» **Task**
Repeat all the data exactly, and where a record holds a picture, leave that picture out.

» **Exercise materials**
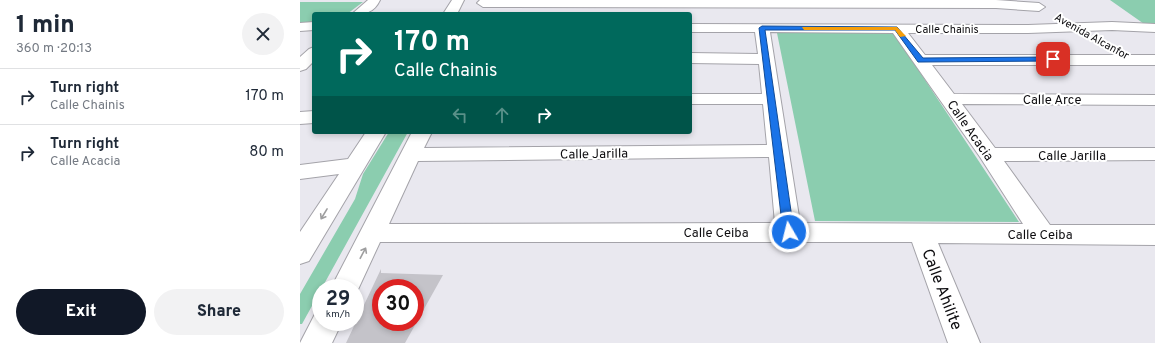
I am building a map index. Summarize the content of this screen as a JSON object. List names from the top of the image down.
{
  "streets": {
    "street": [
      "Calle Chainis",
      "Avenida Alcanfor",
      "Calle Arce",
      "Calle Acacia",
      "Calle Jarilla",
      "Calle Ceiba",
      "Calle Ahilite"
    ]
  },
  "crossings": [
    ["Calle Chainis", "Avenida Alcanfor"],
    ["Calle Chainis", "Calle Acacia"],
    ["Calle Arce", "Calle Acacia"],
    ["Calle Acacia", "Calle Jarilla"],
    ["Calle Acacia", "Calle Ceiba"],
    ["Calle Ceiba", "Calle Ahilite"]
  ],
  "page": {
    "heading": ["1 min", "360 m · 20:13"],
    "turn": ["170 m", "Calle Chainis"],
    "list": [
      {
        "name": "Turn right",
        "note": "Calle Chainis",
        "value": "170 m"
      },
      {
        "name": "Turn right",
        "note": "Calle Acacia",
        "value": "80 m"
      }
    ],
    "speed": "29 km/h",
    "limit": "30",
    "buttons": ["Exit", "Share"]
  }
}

» **Answer for this exercise**
I am building a map index. Summarize the content of this screen as a JSON object. List names from the top of the image down.
{
  "streets": {
    "street": [
      "Calle Chainis",
      "Avenida Alcanfor",
      "Calle Arce",
      "Calle Acacia",
      "Calle Jarilla",
      "Calle Ceiba",
      "Calle Ahilite"
    ]
  },
  "crossings": [
    ["Calle Chainis", "Avenida Alcanfor"],
    ["Calle Chainis", "Calle Acacia"],
    ["Calle Arce", "Calle Acacia"],
    ["Calle Acacia", "Calle Jarilla"],
    ["Calle Acacia", "Calle Ceiba"],
    ["Calle Ceiba", "Calle Ahilite"]
  ],
  "page": {
    "heading": ["1 min", "360 m · 20:13"],
    "turn": ["170 m", "Calle Chainis"],
    "list": [
      {
        "name": "Turn right",
        "note": "Calle Chainis",
        "value": "170 m"
      },
      {
        "name": "Turn right",
        "note": "Calle Acacia",
        "value": "80 m"
      }
    ],
    "speed": "29 km/h",
    "limit": "30",
    "buttons": ["Exit", "Share"]
  }
}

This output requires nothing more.